Start of Given entries

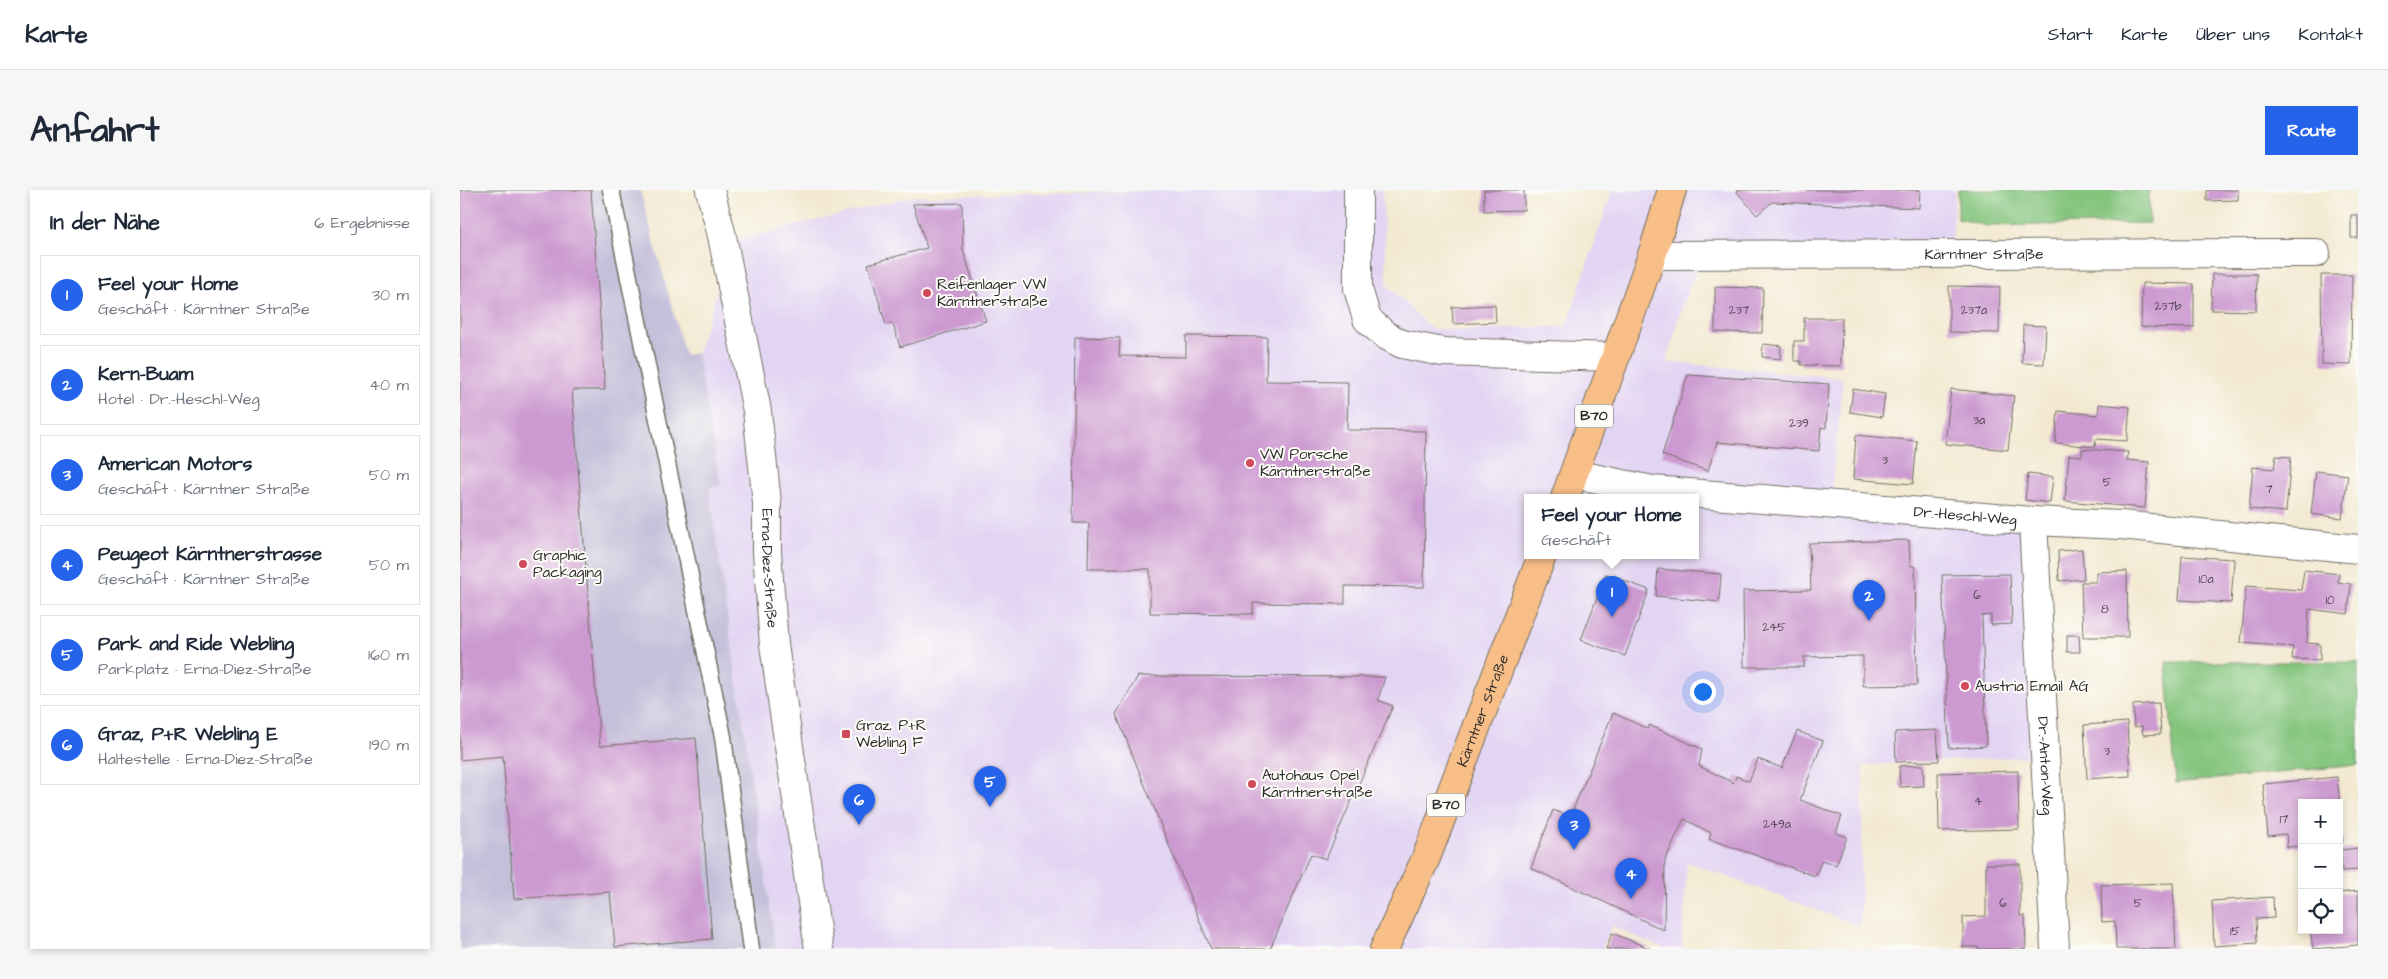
<!DOCTYPE html>
<html lang="de">
<head>
<meta charset="utf-8">
<style>
	body { margin:0; font-family:"Architects Daughter",sans-serif; background:#f6f6f7; color:#1f2937 }
	.controls { position:absolute; right:15px; bottom:15px; display:grid; overflow:hidden; border-radius:0px; box-shadow:0 2px 8px #0003 }
	.controls button { width:45px; height:45px; display:grid; place-items:center; padding:0; border:0; border-bottom:1px solid #e0e1e3; background:#fff; color:#1f2937; font:25px sans-serif }
	.you { position:absolute; left:1242px; top:501px; width:18px; height:18px; margin:-12px; border:4px solid #fff; border-radius:50%; background:#1a73e8; box-shadow:0 0 0 8px #1a73e833 }
	.badge { display:grid; place-items:center; width:32px; height:32px; border-radius:50%; background:#2563eb; color:#fff; font-size:16px; font-weight:700 }
	.pin { position:absolute; translate:-50% -41px; filter:drop-shadow(0 1px 2px #0008) }
	.pin::after { content:''; position:absolute; top:26px; width:18px; height:15px; background:inherit; clip-path:polygon(0 0,100% 0,50% 100%) }
	.popup { position:absolute; left:1064px; top:304px; width:175px; height:65px; box-sizing:border-box; display:grid; place-content:center; border-radius:0px; background:#fff; filter:drop-shadow(0 1px 4px #0005); font-size:16px; white-space:nowrap; color:#747a83 }
	.popup b { font-size:19px; color:#1f2937 }
	.popup::after { content:''; position:absolute; left:50%; top:100%; margin-left:-10px; border:10px solid transparent; border-top-color:#fff }
	.list { margin:0; padding:0; list-style:none }
	h2 { display:flex; justify-content:space-between; align-items:center; height:65px; margin:0; padding:0 20px; font-size:21px }
	h2 small { font-size:16px; font-weight:400; color:#747a83 }
	.list li { display:grid; grid-template-columns:32px 1fr auto; gap:15px; align-items:center; box-sizing:border-box; height:80px; margin:0 10px 10px; padding:0 10px; border:1px solid #e0e1e3; border-radius:0px }
	.list b { display:block; font-size:19px; white-space:nowrap }
	.list p { margin:0; font-size:16px; white-space:nowrap; color:#747a83 }
	.list em { font-size:16px; font-style:normal; color:#747a83 }
	.icon { flex:none; width:28px; height:28px; fill:none; stroke:currentColor; stroke-width:2; stroke-linecap:round; stroke-linejoin:round }
	.map { position:relative; flex:none; width:1898px; height:759px; overflow:hidden; border-radius:0px }
	header { display:flex; align-items:center; gap:30px; box-sizing:border-box; height:70px; padding:0 25px; background:#fff; border-bottom:1px solid #e0e1e3 }
	header strong { font-size:24px }
	nav { display:flex; gap:28px; margin-inline-start:auto; font-size:18px }
	.intro { display:flex; align-items:center; justify-content:space-between; box-sizing:border-box; height:120px; padding:0 30px }
	h1 { margin:0; font-size:35px }
	.button { padding:12px 22px; border-radius:0px; background:#2563eb; color:#fff; font-size:18px; font-weight:700 }
	main { display:flex; gap:30px; padding:0 30px }
	aside { flex:1; background:#fff; border-radius:0px; box-shadow:0 2px 8px #0003 }
	.map>svg:first-child { display:block }
	.built { fill:#e2d4f3; fill-rule:evenodd }
	.industrial { fill:#c5c0da }
	.green { fill:#84c57e; stroke:#587854 }
	.building { fill:#cc99d0 }
	.lines { fill:none; stroke-linecap:round; stroke-linejoin:round }
	.service-casing { stroke:#716e65; stroke-width:19 }
	.minor-casing { stroke:#716e65; stroke-width:30 }
	.primary-casing { stroke:#716e65; stroke-width:30 }
	.service { stroke:#fff; stroke-width:16 }
	.minor { stroke:#fff; stroke-width:28 }
	.primary { stroke:#f7be87; stroke-width:28 }
	.poi-dot { fill:#d1495b; stroke:#fdfcf7; stroke-width:2 }
	.labels { text-anchor:middle; dominant-baseline:central; stroke-width:4; stroke-linejoin:round; paint-order:stroke }
	.number-label { font-size:12px; fill:#534654 }
	.shield { fill:#fdfcf7; stroke:#6a6a68; stroke-width:1 }
	.shield-label { font-size:14px; font-weight:bold; fill:#2b2b2b }
	.street-label { font-size:15px; fill:#2b2b2b; stroke:#fdfcf7 }
	.poi-label { font-size:15px; fill:#2b2b2b; stroke:#fdfcf7; text-anchor:start }
</style>
</head>
<body>
<header>
<strong>Karte</strong>
<nav><a>Start</a><a>Karte</a><a>Über uns</a><a>Kontakt</a></nav>
</header>
<div class="intro"><h1>Anfahrt</h1><a class="button">Route</a></div>
<main>
<aside>
<h2>In der Nähe<small>6 Ergebnisse</small></h2>
<ul class="list">
<li><span class="badge">1</span><div><b>Feel your Home</b><p>Geschäft · Kärntner Straße</p></div><em>30 m</em></li>
<li><span class="badge">2</span><div><b>Kern-Buam</b><p>Hotel · Dr.-Heschl-Weg</p></div><em>40 m</em></li>
<li><span class="badge">3</span><div><b>American Motors</b><p>Geschäft · Kärntner Straße</p></div><em>50 m</em></li>
<li><span class="badge">4</span><div><b>Peugeot Kärntnerstrasse</b><p>Geschäft · Kärntner Straße</p></div><em>50 m</em></li>
<li><span class="badge">5</span><div><b>Park and Ride Webling</b><p>Parkplatz · Erna-Diez-Straße</p></div><em>160 m</em></li>
<li><span class="badge">6</span><div><b>Graz, P+R Webling E</b><p>Haltestelle · Erna-Diez-Straße</p></div><em>190 m</em></li>
</ul>
</aside>
<div class="map">
<svg width="1898" height="759" viewBox="0 0 1898 759">
	<rect width="100%" height="100%" fill="#fdfcf7"/>
	<filter id="ink" filterUnits="userSpaceOnUse"><feTurbulence type="fractalNoise" baseFrequency=".02" numOctaves="2"/><feDisplacementMap in="SourceGraphic" scale="10" xChannelSelector="R" yChannelSelector="G"/><feConvolveMatrix kernelMatrix="1 2 1 2 8 2 1 2 1" color-interpolation-filters="sRGB"/></filter>
	<filter id="wash" filterUnits="userSpaceOnUse"><feTurbulence type="fractalNoise" baseFrequency=".0096" numOctaves="4" result="noise"/><feDisplacementMap in="SourceGraphic" scale="20" xChannelSelector="R" yChannelSelector="G"/><feGaussianBlur stdDeviation="1.12" result="paint"/><feColorMatrix in="noise" values="0 0 0 0 0 0 0 0 0 0 0 0 0 0 0 0 0 1.4 0 .05"/><feComposite in="paint" operator="in"/></filter>
	<g filter="url(#wash)">
		<rect width="100%" height="100%" fill="#f3e9d1"/>
		<!-- built -->
		<path class="built" d="M711 0H922L927 95 971 139 1000 141 1107 136 1152 0H1495L1492 66 1237 79 1224 110 1206 172 1383 188 1370 314 1573 331 1585 566 1403 575 1400 736 1227 672 1222 759H1204L1152 736 1142 759H316L249 298 261 295 237 163 274 51 450 7ZM1068 308H1236V366H1068Z"/>
		<!-- industrial -->
		<path class="industrial" d="M0 0H180L225 165 237 163 261 295 249 298 316 759H0Z"/>
		<!-- green -->
		<path class="green" d="M1498 0H1689V33L1527 36 1498 29Z
			M1706 472H1898V575L1716 593Z"/>
		<g id="blocks">
			<!-- building -->
			<path class="building" d="M0 0H131L145 200H112L140 556 236 548 252 749 155 757 150 702 54 709 43 566 0 570Z
				M1024 0H1064V20L1024 21Z
				M1278 0H1460L1459 18 1312 12 1297 25 1277 2Z
				M1747 0H1778V10L1747 11Z
				M502 13 503 60 526 131 440 157 433 134 426 135 408 74 467 58 453 14Z
				M1891 25H1898V48H1891Z
				M1752 84H1797L1796 121 1751 120Z
				M1861 85H1892L1891 175 1862 174Z
				M1682 93 1734 94V138L1681 137Z
				M1489 96 1540 97 1539 143 1489 142Z
				M1255 97 1303 98 1302 143 1255 142Z
				M1035 115 1036 132 993 134 992 117Z
				M1344 128H1382L1381 176 1341 175V171H1334V151H1344Z
				M1563 135 1586 136 1584 174 1562 173Z
				M726 146 807 147 806 191 888 192 887 240 966 241 964 397 885 396V414L793 413V424L690 423V379H628L629 333H613L615 147 660 148 659 166 726 167Z
				M1303 154 1321 156 1320 169 1302 167Z
				M1228 185 1369 194 1366 238 1361 237 1359 261 1257 252 1248 281 1202 265Z
				M1393 199 1425 204 1422 227 1390 222Z
				M1491 199 1554 206 1548 260 1485 254Z
				M1639 214 1670 217 1667 251 1636 249 1635 257 1595 253 1598 221 1638 225Z
				M1396 245 1457 251 1453 294 1393 289Z
				M1622 259 1668 262 1667 270 1689 272 1685 318 1605 311 1609 265 1622 266Z
				M1816 266 1831 267 1826 322 1789 319 1793 277 1814 279Z
				M1856 281 1888 285 1882 328 1851 324Z
				M1568 284 1593 287 1590 313 1565 310Z
				M1449 350 1450 375 1455 377 1457 495 1403 496V466L1344 467V477H1284L1283 401 1351 400 1349 353Z
				M1622 359 1624 389 1599 391 1598 361Z
				M1722 366 1774 369 1771 413 1719 410Z
				M1198 379 1261 384 1259 412 1196 406Z
				M1844 380 1879 384 1878 392 1891 394 1888 424 1849 419 1847 453 1860 454V470L1832 469 1833 457 1781 453 1786 396 1841 400Z
				M1667 381 1668 447H1623L1621 392H1636V382Z
				M1146 384 1189 400 1165 466 1121 450Z
				M1550 384 1552 434 1531 435V425L1522 426 1526 556 1489 558 1482 385Z
				M1607 445H1619L1620 462H1607Z
				M678 486 925 487 918 510 933 516 866 669 851 664 810 759H751L656 524Z
				M1699 513 1701 544 1683 545 1682 536 1674 537 1673 515Z
				M1153 523 1188 539 1189 535 1242 559 1239 576 1274 593 1276 586 1289 591 1298 569 1322 578 1337 541 1363 551 1340 610 1382 626 1376 643 1387 647 1376 675 1362 670 1355 686 1249 649 1251 643 1224 629 1205 670 1204 740 1071 678 1093 620 1110 627Z
				M1667 532 1670 586 1627 589 1624 535Z
				M1477 540 1479 571 1436 572 1435 542Z
				M1463 575 1464 596 1440 597 1439 576Z
				M1558 581 1559 639 1479 641 1478 583Z
				M1877 587 1880 613H1842V656L1827 657 1826 644 1808 646 1803 594Z
				M1879 623 1883 652 1879 653Z
				M1898 658V680L1882 681 1881 660Z
				M1526 674H1560V726H1565L1566 759H1518V757H1503V727L1526 726Z
				M1713 693 1716 759H1656L1655 731 1642 732 1641 695Z
				M1898 701V755L1853 759 1850 740H1879V703Z
				M1813 707 1814 728 1796 729 1797 753 1754 756 1752 711Z
				M1152 743 1191 759H1146Z"/>
		</g>
	</g>
	<g filter="url(#ink)">
		<use href="#blocks" fill-opacity="0" stroke="#716e65" stroke-width="1"/>
		<g class="lines">
			<defs>
				<path id="service" d="M151 0 263 547 291 759"/>
				<g id="minor">
					<path id="s1" d="M250 0 262 46 297 221 307 313V362L314 455 359 759"/>
					<path d="M898 0V99L907 129 925 145 942 154 983 162 1155 167"/>
					<path id="s2" d="M1192 65 1856 63"/>
					<path id="s3" d="M1114 284 1192 300 1573 331 1661 335 1898 359"/>
					<path id="s4" d="M1573 331 1595 759"/>
				</g>
				<g id="primary">
					<path d="M1105 308 1192 65 1212 0"/>
					<path id="s5" d="M924 759 966 668 1082 366"/>
				</g>
			</defs>
			<!-- service casing -->
			<use href="#service" class="service-casing"/>
			<!-- minor casing -->
			<use href="#minor" class="minor-casing"/>
			<!-- primary casing -->
			<use href="#primary" class="primary-casing"/>
			<!-- service -->
			<use href="#service" class="service"/>
			<!-- minor -->
			<use href="#minor" class="minor"/>
			<!-- primary -->
			<use href="#primary" class="primary"/>
		</g>
	</g>
	<!-- markers -->
	<g class="poi-dot">
		<circle cx="467" cy="103" r="5"/>
		<circle cx="790" cy="273" r="5"/>
		<circle cx="63" cy="374" r="5"/>
		<circle cx="1505" cy="496" r="5"/>
		<rect x="381" y="539" width="10" height="10" rx="2.5"/>
		<circle cx="792" cy="594" r="5"/>
	</g>
	<g class="labels">
		<!-- number labels -->
		<g class="number-label">
			<text x="1708" y="116">237b</text>
			<text x="1279" y="120">237</text>
			<text x="1514" y="120">237a</text>
			<text x="1519" y="230">3a</text>
			<text x="1339" y="233">239</text>
			<text x="1425" y="270">3</text>
			<text x="1647" y="292">5</text>
			<text x="1809" y="299">7</text>
			<text x="1746" y="389">10a</text>
			<text x="1517" y="405">6</text>
			<text x="1870" y="410">10</text>
			<text x="1645" y="419">8</text>
			<text x="1314" y="437">245</text>
			<text x="1647" y="561">3</text>
			<text x="1518" y="611">4</text>
			<text x="1824" y="629">17</text>
			<text x="1317" y="634">249a</text>
			<text x="1543" y="713">6</text>
			<text x="1678" y="713">5</text>
			<text x="1775" y="741">15</text>
		</g>
		<!-- shield labels -->
		<g class="shield">
			<rect x="1115" y="214.5" width="38" height="23" rx="4"/>
			<rect x="967" y="603.5" width="38" height="23" rx="4"/>
		</g>
		<g class="shield-label">
			<text x="1134" y="226">B70</text>
			<text x="986" y="615">B70</text>
		</g>
		<!-- street labels -->
		<g class="street-label">
			<text stroke="none"><textPath href="#s2" startOffset="332">Kärntner Straße</textPath></text>
			<text stroke="none"><textPath href="#s3" startOffset="394">Dr.-Heschl-Weg</textPath></text>
			<text stroke="none"><textPath href="#s1" startOffset="384">Erna-Diez-Straße</textPath></text>
			<text stroke="none"><textPath href="#s5" startOffset="258">Kärntner Straße</textPath></text>
			<text stroke="none"><textPath href="#s4" startOffset="245">Dr.-Anton-Weg</textPath></text>
		</g>
		<!-- poi labels -->
		<g class="poi-label">
			<text x="477" y="94">Reifenlager VW<tspan x="477" dy="17">Kärntnerstraße</tspan></text>
			<text x="800" y="264">VW Porsche<tspan x="800" dy="17">Kärntnerstraße</tspan></text>
			<text x="73" y="365">Graphic<tspan x="73" dy="17">Packaging</tspan></text>
			<text x="1515" y="496">Austria Email AG</text>
			<text x="396" y="535">Graz, P+R<tspan x="396" dy="17">Webling F</tspan></text>
			<text x="802" y="585">Autohaus Opel<tspan x="802" dy="17">Kärntnerstraße</tspan></text>
		</g>
	</g>
</svg>
<div class="controls">
<button>+</button>
<button>−</button>
<button><svg class="icon" aria-label="locate" viewBox="0 0 24 24"><circle cx="12" cy="12" r="6"/><path d="M12 2v4M12 18v4M2 12h4M18 12h4"/></svg></button>
</div>
<div class="you"></div>
<div class="pin badge" style="left:1152px;top:427px">1</div>
<div class="popup"><b>Feel your Home</b>Geschäft</div>
<div class="pin badge" style="left:1409px;top:431px">2</div>
<div class="pin badge" style="left:1114px;top:660px">3</div>
<div class="pin badge" style="left:1171px;top:709px">4</div>
<div class="pin badge" style="left:530px;top:617px">5</div>
<div class="pin badge" style="left:399px;top:635px">6</div>
</div>
</main>
</body>
</html>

End of Given entries

* **Task directions**: In the records above, find each line that mentions the string "built", then copy it.

* **Result of this task**:
	.built { fill:#e2d4f3; fill-rule:evenodd }
		<!-- built -->
		<path class="built" d="M711 0H922L927 95 971 139 1000 141 1107 136 1152 0H1495L1492 66 1237 79 1224 110 1206 172 1383 188 1370 314 1573 331 1585 566 1403 575 1400 736 1227 672 1222 759H1204L1152 736 1142 759H316L249 298 261 295 237 163 274 51 450 7ZM1068 308H1236V366H1068Z"/>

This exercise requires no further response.